Here is a link to the full report.
This is the most comprehensive reporting of the measures taken by Texas energy companies to preserve capital I have seen. I chose to reproduce it because it should serve as a useful record for subscribers look as this transition unfolds.
I’d like to draw particular attention to the total of $25.1 billion mentioned in bankruptcies so far. This seems like a low figure considering how much was borrowed and spent over the last decade but there is nothing to say that it will not increase. The measures taken by companies to preserve capital are not short-term and those unable to source fresh capital are being prices as it they are going to go bust.
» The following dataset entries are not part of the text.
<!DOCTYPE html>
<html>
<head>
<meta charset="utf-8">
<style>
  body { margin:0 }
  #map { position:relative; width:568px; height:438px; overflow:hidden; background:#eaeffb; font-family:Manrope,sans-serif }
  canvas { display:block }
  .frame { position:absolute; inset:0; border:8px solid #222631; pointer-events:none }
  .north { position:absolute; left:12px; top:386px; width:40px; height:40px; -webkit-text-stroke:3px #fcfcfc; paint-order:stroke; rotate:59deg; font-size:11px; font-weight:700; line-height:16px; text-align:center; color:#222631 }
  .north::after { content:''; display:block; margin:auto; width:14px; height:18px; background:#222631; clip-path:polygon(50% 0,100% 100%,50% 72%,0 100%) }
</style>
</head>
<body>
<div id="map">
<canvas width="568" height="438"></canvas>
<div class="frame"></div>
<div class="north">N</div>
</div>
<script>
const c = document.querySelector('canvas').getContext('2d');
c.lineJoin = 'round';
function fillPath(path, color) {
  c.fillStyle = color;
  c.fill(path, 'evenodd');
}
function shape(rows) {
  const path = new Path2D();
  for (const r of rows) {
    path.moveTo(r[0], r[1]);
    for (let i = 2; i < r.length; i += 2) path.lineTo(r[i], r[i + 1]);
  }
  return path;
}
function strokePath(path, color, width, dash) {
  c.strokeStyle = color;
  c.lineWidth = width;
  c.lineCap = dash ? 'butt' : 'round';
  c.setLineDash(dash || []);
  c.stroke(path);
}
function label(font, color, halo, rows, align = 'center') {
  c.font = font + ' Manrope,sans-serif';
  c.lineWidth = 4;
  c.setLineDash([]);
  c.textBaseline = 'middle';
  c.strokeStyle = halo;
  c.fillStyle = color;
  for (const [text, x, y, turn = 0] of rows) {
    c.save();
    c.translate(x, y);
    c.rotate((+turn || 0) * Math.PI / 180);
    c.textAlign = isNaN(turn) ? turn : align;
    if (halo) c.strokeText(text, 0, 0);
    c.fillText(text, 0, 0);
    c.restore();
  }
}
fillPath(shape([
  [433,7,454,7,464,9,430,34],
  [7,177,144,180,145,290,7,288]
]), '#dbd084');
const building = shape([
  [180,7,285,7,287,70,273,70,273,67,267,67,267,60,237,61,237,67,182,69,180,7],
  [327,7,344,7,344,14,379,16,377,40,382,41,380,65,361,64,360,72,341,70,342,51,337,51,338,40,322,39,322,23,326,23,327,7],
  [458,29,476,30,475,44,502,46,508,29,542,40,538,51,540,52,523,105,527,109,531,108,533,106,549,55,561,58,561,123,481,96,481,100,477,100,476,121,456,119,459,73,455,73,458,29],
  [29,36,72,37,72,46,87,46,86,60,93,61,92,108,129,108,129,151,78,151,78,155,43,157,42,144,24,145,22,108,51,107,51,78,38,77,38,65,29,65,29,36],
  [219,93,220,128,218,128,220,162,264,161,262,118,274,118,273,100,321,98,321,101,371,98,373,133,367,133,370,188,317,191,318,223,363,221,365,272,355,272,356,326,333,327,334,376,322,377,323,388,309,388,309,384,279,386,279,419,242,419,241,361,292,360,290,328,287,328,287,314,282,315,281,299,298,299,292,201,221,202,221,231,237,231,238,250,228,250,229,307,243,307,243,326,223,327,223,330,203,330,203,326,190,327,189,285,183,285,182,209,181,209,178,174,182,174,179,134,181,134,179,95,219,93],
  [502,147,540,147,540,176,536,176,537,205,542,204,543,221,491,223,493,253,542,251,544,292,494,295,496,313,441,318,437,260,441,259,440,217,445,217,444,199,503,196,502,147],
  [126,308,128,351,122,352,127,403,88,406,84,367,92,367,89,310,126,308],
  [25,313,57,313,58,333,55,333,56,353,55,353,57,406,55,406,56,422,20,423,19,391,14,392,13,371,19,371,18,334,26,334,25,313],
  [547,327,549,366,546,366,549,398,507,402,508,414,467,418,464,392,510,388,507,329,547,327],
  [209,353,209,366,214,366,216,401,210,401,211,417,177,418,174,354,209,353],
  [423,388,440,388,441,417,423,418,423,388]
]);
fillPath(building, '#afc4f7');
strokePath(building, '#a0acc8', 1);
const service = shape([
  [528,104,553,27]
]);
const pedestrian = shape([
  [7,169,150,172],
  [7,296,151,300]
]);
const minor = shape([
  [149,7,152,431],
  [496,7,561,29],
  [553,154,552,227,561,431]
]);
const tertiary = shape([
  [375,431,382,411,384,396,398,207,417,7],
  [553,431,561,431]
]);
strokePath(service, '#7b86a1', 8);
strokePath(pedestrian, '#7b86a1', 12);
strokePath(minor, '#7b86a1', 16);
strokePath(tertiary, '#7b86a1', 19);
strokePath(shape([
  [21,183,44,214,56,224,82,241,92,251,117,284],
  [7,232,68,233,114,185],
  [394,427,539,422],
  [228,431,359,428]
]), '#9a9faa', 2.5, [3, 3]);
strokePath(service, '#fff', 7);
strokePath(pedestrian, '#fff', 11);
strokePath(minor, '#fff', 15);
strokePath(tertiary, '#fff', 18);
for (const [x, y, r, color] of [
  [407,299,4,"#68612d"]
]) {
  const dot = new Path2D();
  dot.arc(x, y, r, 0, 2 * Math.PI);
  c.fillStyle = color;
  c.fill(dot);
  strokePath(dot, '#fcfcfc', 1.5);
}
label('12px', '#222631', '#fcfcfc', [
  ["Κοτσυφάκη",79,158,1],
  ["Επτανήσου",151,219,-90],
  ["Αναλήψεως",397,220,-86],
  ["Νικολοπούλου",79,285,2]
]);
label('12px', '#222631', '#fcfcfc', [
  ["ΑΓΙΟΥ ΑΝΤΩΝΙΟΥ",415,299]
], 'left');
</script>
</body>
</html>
Chesapeake Energy is bucking the trend somewhat and received more from its asset sales than it was expecting and the share has rallied over the last week to almost completely unwind its February 8th plunge. It is now testing the region of the progression of lower rally highs. It will need to sustain a move above $4 to break the medium-term downtrend but more important find support above this month’s low near $1.50 on the first significant pullback to demonstrate demand coming back in at progressively higher levels.
We have been talking for years about how unconventional oil and gas represent game changers for the energy sector and this is now been seen. I find it interesting that it took the decline in prices for energy analysts to engage in the kind of self-reflection evident in so many reports today. The discussion of the hypothesis on the impending change from an industrial age to as yet unknown state (Page 8 & 9) is an example of this. There is certainly a temptation to conclude that the success of non- mainstream candidates in the Republican and Democratic primaries is a harbinger for impending radical change but there is little evidence of that. Certainly the decline in prices represents a massive change to the status quo for energy companies and those that depend on their largesse but it represents a windfall for consumers.
Meanwhile Brent Crude has posted its first higher reaction low in quite some time and I wonder if Al Naimi's prognosications about $20 oil might be an example of those who know it best, love it least because they have been disappointed the most. We will continue to be guided by the price action.